Desesperado me precipité a los abismos para concluir con el dolor de mi existencia, desapareciendo en sus
insondables misterios; pero una mano invisible me salvó medio muerto y me arrojó -como el despojo de un
naufragio- sobre la arena de la playa. Incorporado apenas, sentí de nuevo en mi pecho el diente que me mordía y
me devoraba… ¿por qué, ¡oh, cielos!, tan cruel tortura? Decídmelo... ¿Cuál ha sido mi gran culpa?

-Los cielos guardaron silencio. No contento el destino con el suplicio a que eternamente me había condenado,
preparó la envidia y la calumnia que armadas me asaltaron el camino, y los hombres se hicieron mis enemigos y
me vejaron y me despreciaron. Largo tiempo -como un mendigo- vagué entre ellos cual un desconocido y
apestado. Y cuando creí curarme de mis dolores, porque se cumplió el plazo y abandoné la envoltura que aquí
me retenía, me elevé a la mansión en donde termina el misterio de la vida. Yo aparecí entonces manchado en
sangre.

- ¿Y tú quién eres, asesino? -exclamé indignado, sin poderme contener y borrándose de improviso en mi ánimo
la impresión de compasión y de ternura que aquel ente singular y desconocido me había inspirado, con la
narración de sus desdichas.

-Aguarda -me dijo con calma y gravedad aterradoras-, aún no he terminado, no me juzgues sin haber antes
acabado de oírme. En vez de condenarme, con tu alma grande me tendrás lástima.

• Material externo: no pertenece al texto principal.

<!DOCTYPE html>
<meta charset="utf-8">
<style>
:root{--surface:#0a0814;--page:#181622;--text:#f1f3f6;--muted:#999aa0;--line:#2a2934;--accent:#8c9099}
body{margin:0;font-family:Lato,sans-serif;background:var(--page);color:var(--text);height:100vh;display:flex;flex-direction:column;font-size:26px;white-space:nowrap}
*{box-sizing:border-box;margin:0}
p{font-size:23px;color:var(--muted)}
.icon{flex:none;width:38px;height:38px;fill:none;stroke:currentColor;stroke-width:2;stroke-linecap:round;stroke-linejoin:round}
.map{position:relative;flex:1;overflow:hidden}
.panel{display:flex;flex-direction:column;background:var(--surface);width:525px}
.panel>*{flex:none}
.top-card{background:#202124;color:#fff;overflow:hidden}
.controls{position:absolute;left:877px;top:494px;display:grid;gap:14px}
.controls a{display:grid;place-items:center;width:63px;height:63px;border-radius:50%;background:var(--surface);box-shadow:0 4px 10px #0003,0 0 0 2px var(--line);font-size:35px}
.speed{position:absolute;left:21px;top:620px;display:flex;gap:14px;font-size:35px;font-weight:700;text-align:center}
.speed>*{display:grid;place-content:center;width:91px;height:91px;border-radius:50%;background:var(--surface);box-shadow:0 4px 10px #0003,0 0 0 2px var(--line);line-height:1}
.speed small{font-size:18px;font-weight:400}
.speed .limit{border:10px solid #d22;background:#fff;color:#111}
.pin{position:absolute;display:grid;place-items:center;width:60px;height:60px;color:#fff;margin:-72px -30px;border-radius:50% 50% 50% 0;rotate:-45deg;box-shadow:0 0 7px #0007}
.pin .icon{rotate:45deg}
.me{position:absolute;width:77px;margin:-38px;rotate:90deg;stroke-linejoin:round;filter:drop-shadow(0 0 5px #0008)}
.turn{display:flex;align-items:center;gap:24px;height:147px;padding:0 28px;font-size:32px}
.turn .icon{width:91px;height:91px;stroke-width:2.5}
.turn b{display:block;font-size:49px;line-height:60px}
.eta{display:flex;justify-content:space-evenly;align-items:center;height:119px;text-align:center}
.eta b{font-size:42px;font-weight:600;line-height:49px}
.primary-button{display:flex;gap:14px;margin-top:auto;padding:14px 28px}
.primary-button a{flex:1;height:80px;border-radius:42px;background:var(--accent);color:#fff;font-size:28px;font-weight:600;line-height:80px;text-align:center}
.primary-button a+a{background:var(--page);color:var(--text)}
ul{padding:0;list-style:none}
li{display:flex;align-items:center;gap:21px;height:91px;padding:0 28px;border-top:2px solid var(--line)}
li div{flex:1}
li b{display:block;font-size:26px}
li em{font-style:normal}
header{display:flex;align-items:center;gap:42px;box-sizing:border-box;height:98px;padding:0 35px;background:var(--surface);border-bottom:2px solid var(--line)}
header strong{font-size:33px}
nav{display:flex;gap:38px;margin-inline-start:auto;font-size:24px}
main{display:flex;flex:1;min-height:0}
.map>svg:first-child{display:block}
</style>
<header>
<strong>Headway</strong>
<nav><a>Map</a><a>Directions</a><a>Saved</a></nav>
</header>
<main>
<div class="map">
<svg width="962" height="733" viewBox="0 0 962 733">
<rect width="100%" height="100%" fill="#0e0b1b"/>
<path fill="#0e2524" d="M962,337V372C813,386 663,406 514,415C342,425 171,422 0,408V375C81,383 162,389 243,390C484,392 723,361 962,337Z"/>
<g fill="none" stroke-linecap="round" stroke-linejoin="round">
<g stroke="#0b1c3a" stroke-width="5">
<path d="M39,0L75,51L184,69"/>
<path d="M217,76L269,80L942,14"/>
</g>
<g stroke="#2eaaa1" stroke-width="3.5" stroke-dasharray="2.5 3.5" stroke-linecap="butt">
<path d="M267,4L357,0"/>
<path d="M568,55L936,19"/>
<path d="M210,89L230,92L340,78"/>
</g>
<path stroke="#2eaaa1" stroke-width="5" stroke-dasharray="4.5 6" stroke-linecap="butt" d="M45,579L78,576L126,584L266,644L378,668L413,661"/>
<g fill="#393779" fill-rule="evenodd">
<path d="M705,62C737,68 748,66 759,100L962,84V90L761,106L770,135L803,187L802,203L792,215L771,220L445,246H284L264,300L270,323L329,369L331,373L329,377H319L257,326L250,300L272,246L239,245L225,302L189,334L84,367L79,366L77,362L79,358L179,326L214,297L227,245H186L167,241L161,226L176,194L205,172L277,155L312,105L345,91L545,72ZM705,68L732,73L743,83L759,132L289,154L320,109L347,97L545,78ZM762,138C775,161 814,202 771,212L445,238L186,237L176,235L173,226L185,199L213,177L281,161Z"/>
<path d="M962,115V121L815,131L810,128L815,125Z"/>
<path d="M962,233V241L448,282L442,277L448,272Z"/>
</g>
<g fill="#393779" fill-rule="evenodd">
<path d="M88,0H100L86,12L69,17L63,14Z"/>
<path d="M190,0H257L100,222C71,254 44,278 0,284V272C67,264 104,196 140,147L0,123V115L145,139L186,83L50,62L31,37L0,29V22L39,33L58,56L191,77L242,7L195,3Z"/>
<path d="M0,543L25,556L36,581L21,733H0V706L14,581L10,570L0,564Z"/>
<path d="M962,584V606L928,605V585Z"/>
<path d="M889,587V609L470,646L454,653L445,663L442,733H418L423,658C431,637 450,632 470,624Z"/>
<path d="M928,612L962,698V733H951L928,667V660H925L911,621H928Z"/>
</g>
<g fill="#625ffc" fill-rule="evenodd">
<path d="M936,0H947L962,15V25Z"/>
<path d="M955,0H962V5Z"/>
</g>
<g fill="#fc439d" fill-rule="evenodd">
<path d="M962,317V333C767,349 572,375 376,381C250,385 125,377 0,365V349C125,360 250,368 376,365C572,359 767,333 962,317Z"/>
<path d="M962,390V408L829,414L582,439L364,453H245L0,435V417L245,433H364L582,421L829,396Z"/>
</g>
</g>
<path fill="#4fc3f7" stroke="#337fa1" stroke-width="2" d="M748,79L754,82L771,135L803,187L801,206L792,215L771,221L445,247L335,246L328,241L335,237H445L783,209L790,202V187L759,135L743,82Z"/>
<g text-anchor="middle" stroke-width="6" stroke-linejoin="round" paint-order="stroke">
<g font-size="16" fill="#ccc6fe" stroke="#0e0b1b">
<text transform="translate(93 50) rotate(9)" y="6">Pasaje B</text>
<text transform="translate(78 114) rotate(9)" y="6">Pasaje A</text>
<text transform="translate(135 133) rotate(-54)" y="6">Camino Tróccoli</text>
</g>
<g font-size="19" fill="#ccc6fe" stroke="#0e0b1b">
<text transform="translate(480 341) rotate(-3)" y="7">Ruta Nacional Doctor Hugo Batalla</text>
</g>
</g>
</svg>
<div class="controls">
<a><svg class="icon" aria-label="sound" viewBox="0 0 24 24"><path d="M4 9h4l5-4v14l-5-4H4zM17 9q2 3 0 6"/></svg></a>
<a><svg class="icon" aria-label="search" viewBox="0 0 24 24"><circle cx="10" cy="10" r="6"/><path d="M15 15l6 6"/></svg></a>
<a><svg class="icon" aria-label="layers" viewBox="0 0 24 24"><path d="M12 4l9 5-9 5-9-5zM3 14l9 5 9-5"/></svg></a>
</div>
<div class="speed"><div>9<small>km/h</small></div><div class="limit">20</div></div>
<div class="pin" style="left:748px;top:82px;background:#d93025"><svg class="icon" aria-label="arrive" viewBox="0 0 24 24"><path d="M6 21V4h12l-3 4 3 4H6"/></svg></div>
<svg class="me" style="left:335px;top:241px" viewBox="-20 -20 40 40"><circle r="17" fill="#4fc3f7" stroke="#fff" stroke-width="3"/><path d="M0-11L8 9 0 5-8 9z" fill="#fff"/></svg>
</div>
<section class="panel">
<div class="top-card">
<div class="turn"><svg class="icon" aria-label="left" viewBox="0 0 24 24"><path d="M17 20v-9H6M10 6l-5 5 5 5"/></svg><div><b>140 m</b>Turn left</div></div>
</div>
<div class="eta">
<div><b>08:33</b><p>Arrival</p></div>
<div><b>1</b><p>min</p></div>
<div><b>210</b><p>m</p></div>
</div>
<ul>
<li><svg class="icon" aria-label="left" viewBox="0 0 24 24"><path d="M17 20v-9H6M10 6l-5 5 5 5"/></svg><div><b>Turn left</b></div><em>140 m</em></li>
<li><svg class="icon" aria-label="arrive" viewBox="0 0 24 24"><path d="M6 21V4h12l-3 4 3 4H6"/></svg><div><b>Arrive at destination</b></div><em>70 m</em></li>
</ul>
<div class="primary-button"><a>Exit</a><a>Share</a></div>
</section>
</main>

-Demasiado desgraciado he sido --dijo, y continuó-: si en la tierra fui un paria desheredado, sin asilo, y sin
fortuna, en la mansión de los justos me está prohibido entrar sin el perdón de dos razas; porque ha caído sobre
mí --como lava ardiente de encendido volcán-- la sangre toda de una raza inocente extinguida, y desde aquella
terrible hecatombe quedó marcado sobre mi nombre y mi conciencia, como un hierro candente, el crimen de
haberla descubierto y el de haberla entregado a la barbarie y la usurpación.

-Recogieron los hijos de los nuevos pobladores la desgraciada herencia de tormentos y martirios que les legó la
raza desaparecida al furor de los conquistadores bárbaros y estúpidos. Y tú, insigne, ilustre guerrero, que ya está
en vísperas de terminar la gran obra de la redención de esta tierra, por mí descubierta, vengo aquí -postrado a
sus pies- a suplicarte me consigas el perdón de todos los tuyos y quede cumplida la eterna sentencia... Soy
Colón -dijo, y calló...

Un sonido estridente me sacó de aquel estado; el Corneta tocó diana. Era un sueño.